During the illness, anxiety and depressive symptoms alternate in their predominance. The prognosis is not yet known, although separate depressive and anxiety disorders tend to become chronic without adequate psychological treatment.

Since there are no adequate studies comparing the treatment modalities of mixed anxiety-depressive disorders, clinicians tend to provide the appropriate treatment based on the presentation of symptoms, their severity, and their previous experience with the different symptoms. treatment modalities.

Psychotherapeutic approaches may have a limited time, such as cognitive or behavioral therapy.  However, some clinicians use a less structured psychotherapeutic approach, such as introspective psychotherapy.

Pharmacological treatment

Pharmacological treatment of mixed anxiety-depressive disorders is prescribed with anxiolytics, antidepressants, or both. Among anxiolytics, there is some evidence that the use of triazolobenzodiazepines (eg, alprazolam) may be indicated, due to its efficacy in the treatment of depression associated with anxiety.

Substances that affect the 5-HT receptor, such as buspirone, may also be listed. Among antidepressants, serotonergics (eg, fluoxetine) may be very effective in treating mixed anxiety-depressive disorder.

psychotropic drugs

In all cases, the treatment of choice for this type of pathology is cognitive-behavioral psychotherapy. On the one hand, it is the patient who, in the first place, must reduce his level of physiological activation. This is achieved through breathing techniques (eg diaphragmatic breathing) and relaxation techniques (progressive muscle relaxation, autogenous training, attention, etc.).

Second, it is necessary for the patient to improve his mood.
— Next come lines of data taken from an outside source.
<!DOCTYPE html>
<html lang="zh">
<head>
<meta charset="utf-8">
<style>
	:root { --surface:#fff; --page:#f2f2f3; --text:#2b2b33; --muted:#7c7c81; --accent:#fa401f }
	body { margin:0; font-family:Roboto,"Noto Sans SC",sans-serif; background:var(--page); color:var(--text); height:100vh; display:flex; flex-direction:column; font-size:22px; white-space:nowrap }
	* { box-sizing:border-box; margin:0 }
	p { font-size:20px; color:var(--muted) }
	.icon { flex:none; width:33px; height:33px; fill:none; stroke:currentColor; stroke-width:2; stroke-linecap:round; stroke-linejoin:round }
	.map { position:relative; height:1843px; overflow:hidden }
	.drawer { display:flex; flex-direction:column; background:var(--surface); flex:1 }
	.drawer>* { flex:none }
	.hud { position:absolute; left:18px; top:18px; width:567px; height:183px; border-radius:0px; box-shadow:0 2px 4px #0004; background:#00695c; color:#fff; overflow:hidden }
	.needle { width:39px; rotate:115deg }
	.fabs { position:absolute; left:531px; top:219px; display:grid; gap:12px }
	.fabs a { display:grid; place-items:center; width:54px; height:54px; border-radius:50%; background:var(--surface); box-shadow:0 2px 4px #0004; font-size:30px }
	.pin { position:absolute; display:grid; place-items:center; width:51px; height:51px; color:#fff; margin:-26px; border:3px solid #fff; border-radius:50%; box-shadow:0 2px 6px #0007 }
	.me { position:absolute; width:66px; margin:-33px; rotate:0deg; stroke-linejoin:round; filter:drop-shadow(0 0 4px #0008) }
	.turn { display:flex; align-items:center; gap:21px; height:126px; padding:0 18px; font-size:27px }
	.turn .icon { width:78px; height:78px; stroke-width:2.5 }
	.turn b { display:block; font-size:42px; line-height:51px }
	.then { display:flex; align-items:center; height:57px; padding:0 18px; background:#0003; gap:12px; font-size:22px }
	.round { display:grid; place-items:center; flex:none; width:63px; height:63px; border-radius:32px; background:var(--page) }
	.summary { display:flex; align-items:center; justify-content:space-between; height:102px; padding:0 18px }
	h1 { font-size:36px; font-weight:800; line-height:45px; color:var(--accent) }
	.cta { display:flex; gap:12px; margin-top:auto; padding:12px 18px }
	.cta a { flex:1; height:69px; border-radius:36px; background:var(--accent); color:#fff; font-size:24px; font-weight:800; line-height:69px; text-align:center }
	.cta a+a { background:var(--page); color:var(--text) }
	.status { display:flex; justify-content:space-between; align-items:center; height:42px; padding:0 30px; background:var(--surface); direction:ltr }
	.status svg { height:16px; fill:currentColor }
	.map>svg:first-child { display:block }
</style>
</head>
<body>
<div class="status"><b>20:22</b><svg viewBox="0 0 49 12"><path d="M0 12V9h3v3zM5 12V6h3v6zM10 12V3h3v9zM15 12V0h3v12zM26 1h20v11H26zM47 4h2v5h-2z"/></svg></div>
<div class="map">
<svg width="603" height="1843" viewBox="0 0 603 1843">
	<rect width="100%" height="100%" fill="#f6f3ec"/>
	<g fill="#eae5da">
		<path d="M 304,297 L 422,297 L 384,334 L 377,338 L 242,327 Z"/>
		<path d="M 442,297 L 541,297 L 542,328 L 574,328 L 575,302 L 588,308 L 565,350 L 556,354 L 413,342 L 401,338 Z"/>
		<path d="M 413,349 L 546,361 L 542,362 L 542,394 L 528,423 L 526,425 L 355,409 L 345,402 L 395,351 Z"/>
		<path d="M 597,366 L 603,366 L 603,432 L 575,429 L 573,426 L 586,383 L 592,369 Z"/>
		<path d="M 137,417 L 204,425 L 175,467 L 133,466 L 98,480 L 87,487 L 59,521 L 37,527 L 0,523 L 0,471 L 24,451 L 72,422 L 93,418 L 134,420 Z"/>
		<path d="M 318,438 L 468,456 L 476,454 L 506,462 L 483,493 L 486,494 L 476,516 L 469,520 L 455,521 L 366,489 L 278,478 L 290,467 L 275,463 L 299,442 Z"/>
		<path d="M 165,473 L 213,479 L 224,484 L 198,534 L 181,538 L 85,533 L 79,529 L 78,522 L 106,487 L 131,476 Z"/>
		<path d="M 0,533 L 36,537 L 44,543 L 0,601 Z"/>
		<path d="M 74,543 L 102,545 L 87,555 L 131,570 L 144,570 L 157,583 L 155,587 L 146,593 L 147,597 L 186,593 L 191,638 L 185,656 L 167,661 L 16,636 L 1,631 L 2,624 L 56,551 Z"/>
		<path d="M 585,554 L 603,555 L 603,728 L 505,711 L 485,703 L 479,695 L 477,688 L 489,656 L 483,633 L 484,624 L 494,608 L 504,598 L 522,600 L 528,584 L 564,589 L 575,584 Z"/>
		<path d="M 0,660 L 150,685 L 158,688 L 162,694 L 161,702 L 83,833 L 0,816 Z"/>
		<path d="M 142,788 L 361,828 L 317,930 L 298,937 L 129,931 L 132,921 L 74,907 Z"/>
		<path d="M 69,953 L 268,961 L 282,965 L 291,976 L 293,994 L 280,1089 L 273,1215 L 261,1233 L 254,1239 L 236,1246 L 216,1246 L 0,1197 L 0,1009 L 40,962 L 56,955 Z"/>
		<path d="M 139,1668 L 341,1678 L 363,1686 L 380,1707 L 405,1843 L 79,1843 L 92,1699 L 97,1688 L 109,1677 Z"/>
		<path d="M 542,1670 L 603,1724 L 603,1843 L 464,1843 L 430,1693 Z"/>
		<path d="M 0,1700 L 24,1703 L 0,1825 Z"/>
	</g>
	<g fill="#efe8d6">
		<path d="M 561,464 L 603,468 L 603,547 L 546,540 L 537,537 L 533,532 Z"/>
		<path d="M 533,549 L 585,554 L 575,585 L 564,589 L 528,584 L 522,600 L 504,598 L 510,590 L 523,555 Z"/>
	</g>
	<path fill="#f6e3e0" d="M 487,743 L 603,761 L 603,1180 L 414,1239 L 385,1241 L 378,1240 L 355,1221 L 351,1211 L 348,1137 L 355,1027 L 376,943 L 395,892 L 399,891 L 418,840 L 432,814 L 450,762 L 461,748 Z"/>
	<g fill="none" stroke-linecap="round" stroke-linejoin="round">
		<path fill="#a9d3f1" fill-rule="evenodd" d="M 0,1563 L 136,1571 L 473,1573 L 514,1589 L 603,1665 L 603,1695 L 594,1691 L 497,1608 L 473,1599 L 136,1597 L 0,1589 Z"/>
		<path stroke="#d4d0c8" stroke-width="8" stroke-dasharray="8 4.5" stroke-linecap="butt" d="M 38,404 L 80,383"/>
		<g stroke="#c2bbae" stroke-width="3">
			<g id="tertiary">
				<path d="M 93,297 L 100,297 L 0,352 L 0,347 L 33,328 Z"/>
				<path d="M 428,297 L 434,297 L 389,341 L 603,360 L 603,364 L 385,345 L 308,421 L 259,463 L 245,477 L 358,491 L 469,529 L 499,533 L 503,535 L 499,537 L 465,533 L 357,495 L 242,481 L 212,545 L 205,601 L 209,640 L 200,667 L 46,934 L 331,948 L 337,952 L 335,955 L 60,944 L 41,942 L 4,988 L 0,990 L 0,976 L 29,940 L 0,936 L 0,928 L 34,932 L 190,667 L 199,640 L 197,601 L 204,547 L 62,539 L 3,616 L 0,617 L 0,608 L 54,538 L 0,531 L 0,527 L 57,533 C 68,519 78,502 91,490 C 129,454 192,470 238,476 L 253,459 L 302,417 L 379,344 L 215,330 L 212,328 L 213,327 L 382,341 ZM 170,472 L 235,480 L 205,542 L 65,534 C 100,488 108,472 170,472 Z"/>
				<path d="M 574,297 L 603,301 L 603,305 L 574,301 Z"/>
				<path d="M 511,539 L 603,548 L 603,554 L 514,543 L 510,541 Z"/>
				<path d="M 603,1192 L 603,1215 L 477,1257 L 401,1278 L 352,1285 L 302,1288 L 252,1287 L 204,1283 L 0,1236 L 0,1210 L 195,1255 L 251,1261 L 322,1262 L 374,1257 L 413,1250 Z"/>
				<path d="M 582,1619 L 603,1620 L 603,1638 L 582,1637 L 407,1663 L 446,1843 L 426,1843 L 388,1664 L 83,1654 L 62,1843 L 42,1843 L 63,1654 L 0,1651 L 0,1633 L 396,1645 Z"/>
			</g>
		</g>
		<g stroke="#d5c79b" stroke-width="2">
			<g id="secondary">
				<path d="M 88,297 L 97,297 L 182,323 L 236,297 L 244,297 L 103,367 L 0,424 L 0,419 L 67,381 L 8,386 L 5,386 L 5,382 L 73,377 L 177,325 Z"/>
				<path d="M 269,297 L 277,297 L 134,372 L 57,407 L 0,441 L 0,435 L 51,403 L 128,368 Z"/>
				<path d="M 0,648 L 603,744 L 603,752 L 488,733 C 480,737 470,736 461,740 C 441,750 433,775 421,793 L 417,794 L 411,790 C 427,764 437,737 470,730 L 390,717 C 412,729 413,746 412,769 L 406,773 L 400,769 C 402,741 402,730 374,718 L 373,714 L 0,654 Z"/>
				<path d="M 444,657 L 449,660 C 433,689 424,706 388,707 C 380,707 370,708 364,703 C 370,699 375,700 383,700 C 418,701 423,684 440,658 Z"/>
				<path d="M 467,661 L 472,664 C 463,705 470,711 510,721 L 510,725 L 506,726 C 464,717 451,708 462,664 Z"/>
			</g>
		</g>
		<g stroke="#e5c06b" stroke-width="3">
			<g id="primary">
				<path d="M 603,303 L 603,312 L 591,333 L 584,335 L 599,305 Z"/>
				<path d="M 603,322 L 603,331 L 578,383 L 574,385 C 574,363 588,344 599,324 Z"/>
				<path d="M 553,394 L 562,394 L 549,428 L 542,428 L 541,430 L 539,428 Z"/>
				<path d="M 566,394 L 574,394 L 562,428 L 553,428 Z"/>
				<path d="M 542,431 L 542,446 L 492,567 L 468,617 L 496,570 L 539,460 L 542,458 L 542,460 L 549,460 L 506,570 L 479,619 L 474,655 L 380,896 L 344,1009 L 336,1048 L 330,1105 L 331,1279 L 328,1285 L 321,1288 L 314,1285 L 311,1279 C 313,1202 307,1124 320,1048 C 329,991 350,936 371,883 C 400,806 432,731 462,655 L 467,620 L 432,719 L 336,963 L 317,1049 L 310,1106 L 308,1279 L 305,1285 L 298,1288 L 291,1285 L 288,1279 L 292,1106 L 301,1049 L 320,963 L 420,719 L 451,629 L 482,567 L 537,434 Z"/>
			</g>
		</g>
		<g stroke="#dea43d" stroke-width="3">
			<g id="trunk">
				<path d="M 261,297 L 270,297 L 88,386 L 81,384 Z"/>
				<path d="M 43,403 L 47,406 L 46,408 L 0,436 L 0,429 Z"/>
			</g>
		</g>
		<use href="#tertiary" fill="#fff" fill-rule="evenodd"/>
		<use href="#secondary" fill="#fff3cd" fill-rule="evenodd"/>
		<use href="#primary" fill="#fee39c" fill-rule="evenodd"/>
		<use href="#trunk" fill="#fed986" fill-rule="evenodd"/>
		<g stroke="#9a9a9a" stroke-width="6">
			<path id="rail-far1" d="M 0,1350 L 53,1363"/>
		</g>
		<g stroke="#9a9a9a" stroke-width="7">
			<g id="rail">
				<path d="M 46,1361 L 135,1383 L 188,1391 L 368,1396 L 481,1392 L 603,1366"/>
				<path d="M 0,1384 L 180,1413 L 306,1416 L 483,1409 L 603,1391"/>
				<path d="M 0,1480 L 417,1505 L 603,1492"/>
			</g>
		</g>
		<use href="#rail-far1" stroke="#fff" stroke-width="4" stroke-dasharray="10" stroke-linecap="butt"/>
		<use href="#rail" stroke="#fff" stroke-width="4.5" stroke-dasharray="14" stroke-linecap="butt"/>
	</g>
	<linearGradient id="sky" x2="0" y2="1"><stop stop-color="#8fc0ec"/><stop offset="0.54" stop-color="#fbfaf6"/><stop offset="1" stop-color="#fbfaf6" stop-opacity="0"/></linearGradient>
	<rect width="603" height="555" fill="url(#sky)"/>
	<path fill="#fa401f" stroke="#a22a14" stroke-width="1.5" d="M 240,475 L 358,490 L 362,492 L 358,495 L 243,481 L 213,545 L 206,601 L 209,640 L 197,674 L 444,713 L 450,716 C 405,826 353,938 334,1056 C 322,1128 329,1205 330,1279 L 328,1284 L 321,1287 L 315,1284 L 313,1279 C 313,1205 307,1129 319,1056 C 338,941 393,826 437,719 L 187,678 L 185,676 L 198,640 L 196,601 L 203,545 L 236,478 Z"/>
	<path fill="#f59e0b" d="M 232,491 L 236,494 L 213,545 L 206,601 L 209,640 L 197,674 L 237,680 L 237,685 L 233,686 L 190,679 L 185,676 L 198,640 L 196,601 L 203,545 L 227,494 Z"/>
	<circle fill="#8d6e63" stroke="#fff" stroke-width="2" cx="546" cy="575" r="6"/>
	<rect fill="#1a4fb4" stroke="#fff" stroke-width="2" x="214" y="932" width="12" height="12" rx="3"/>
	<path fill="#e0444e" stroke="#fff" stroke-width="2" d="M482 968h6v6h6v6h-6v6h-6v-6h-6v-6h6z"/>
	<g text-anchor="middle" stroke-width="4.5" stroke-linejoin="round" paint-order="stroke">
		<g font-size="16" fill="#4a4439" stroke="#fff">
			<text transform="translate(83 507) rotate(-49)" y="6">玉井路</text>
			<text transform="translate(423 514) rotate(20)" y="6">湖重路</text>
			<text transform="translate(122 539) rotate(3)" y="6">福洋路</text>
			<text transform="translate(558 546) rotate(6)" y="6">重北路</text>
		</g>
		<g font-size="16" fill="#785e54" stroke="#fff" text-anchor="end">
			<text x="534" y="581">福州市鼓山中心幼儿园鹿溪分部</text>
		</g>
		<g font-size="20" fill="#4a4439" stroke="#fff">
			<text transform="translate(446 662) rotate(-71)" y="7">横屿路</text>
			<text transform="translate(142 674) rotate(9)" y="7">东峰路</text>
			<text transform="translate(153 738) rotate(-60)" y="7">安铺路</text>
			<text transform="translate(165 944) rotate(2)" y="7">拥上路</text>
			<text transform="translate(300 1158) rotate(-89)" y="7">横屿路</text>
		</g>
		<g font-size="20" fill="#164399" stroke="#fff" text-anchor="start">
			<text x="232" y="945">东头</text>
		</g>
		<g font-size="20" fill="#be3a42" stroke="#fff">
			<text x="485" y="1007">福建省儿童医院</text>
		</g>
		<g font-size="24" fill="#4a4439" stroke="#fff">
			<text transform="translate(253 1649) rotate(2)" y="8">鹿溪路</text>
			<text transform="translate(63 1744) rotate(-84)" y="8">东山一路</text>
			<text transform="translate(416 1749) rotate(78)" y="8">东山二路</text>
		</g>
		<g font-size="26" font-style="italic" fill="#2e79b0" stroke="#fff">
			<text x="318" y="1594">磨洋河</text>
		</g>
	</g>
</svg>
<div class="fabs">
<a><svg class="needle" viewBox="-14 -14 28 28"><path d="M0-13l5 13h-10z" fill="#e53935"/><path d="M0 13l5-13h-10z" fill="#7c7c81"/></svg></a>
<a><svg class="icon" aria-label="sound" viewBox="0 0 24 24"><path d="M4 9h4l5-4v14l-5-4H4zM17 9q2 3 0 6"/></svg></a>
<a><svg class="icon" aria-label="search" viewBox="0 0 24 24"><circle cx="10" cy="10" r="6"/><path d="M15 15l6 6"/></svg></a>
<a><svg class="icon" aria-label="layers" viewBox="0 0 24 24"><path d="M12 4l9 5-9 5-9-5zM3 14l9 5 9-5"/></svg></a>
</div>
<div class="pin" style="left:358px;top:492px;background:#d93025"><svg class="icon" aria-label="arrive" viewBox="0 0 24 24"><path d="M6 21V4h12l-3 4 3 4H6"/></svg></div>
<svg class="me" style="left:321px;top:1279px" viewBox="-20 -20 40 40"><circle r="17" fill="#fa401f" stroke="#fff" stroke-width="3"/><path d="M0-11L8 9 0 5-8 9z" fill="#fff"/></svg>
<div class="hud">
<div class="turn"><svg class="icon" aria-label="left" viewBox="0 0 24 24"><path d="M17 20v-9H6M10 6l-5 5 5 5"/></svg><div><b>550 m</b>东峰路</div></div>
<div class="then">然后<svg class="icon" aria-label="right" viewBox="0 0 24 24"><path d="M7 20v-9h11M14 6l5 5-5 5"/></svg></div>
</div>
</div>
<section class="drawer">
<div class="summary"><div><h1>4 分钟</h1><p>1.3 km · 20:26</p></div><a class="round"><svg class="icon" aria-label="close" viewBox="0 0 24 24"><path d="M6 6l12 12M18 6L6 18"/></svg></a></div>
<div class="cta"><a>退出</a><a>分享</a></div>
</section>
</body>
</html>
This can be done in different ways. Behavioral activation therapy can be very effective in this regard. It is a question of the patient resuming his previous level of activity. To do this, he is encouraged to perform enjoyable activities, either by gradually resuming them or by participating in new ones.

Third, a psychoeducational phase is useful. In this phase, the patient is explained what is happening to him and why. This is to give him some basics about the characteristics of anxiety and depression so that he normalizes his experience.

Later, it may be necessary to change certain beliefs or thoughts that may cause the problem to persist. This can be done using the technique of cognitive restructuring.

As we have seen, mixed anxiety-depressive disorder does not have a specific entity in some diagnostic systems. But its prevalence is high in routine consultations. It is a disorder that can be treated but which, if not treated in time, can become chronic.

 

Derogatis, LR, & Wise, TN (1996). Depressive and Anxiety Disorders in Primary Care. Barcelona: Martinez Roca.

Miguel Tobal, JJ (1990). Anxiety In J. Mayor and JL Pinillos (Eds.). Treatise on general psychology. (Vol.3). Motivation and emotion Madrid: Alhambra.